We previously showed that black raspberries (BRBs) have beneficial effects in human colorectal cancer and a mouse model of colorectal cancer (ApcMin/+). The current study investigated the role of free fatty acid receptor 2 (FFAR2) in colon carcinogenesis and whether the FFAR2 signaling pathway contributes to BRB-mediated chemoprevention in mice. FFAR2 (also named GPR43) is a member of the G-protein-coupled receptor family that is expressed in leukocytes and colon. ApcMin/+ and ApcMin/+-FFAR2-/- mice were given a control diet or the control diet supplemented with 5% BRBs for 8 weeks. FFAR2 deficiency promoted colonic polyp development, with 100% incidence and increased polyp number and size. The ApcMin/+ mice developed colonic tubular adenoma, whereas the ApcMin/+-FFAR2-/- mice developed colonic tubular adenoma with high-grade dysplasia. FFAR2 deficiency also enhanced the cAMP-PKA-CREB-HDAC pathway, downstream of FFAR2 signaling, and increased activation of the Wnt pathway, and raised the percentage of GR-1+ neutrophils in colonic lamina propria (LP) and increased infiltration of GR-1+ neutrophils into colonic polyps. BRBs suppressed colonic polyp development and inhibited the cAMP-PKA-CREB-HDAC and Wnt pathways in the ApcMin/+ mice but not the ApcMin/+-FFAR2-/- mice. They also increased the percentage of GR-1+ neutrophils and cytokine secretion in colonic LP and decreased the infiltration of GR-1+ neutrophils and IL-1ß expression in colon polyps of ApcMin/+ mice but not ApcMin/+-FFAR2-/- mice. These results suggest that loss of FFAR2 drives colon tumorigenesis and that BRBs require functional FFAR2 to be chemopreventive. BRBs have the potential to modulate the host immune system, thereby enhancing the antitumor immune microenvironment.

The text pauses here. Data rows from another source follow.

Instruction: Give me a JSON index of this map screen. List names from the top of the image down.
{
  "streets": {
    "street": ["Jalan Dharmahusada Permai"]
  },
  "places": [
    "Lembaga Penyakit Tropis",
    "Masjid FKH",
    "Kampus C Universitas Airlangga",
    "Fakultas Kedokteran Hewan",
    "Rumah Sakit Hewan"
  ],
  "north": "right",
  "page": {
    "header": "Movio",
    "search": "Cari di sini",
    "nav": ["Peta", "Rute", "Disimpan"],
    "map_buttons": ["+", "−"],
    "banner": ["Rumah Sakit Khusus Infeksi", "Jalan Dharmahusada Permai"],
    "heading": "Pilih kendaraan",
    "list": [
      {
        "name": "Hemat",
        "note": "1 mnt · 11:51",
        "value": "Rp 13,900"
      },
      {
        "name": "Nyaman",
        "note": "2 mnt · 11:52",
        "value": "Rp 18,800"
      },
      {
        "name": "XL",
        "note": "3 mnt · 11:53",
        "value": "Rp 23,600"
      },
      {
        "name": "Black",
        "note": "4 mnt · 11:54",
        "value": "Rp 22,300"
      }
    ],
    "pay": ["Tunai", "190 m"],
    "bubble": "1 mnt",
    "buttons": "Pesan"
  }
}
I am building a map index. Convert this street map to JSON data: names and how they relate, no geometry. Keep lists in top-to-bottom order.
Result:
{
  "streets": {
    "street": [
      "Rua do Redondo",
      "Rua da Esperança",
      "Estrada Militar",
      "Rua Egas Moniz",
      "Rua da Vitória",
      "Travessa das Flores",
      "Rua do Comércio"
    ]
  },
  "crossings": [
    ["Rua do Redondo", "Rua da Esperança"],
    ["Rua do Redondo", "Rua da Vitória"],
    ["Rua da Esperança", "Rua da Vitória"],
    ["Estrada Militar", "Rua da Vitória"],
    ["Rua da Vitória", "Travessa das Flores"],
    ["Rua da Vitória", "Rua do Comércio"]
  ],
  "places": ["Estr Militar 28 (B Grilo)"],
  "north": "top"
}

Black raspberries suppress colonic adenoma development in ApcMin/+ mice: relation to metabolite profiles.

Freeze-dried black raspberries (BRBs) have demonstrated chemopreventive effects in a dietary intervention trial with human colorectal cancer patients. The aim of this study was to investigate BRB-caused metabolite changes using the Apc(Min/+) mouse as a model of human colorectal cancer. Wild-type (WT) mice were fed control diet, and Apc(Min/+) mice were fed either control diet or control diet supplemented with 5% BRBs for 8 weeks. Colonic and intestinal polyp size and number were measured. A non-targeted metabolomic analysis was conducted on colonic mucosa, liver and fecal specimens. Eight weeks of BRB treatment significantly decreased intestinal and colonic polyp number and size in Apc(Min/+) mice. The apc gene mutation significantly changed 52 metabolites in colonic mucosa associated with increased amino acid and decreased lipid metabolites, as well as 39 liver and 8 fecal metabolites. BRBs significantly reversed 23 apc-regulated metabolites, including 13 colonic mucosa, 8 liver and 2 fecal metabolites that were involved in amino acid, glutathione, lipid and nucleotide metabolism. Of these, changes in eight metabolites were linearly correlated with decreased colonic polyp number and size in BRB-treated Apc(Min/+) mice. Elevated levels of putrescine and linolenate in Apc(Min/+) mice were significantly decreased by BRBs. Ornithine decarboxylase expression, the key enzyme in putrescine generation, was fully suppressed by BRBs. These results suggest that BRBs produced beneficial effects against colonic adenoma development in Apc(Min/+) mice and modulated multiple metabolic pathways. The metabolite changes produced by BRBs might potentially reflect the BRB-mediated chemopreventive effects in colorectal cancer patients.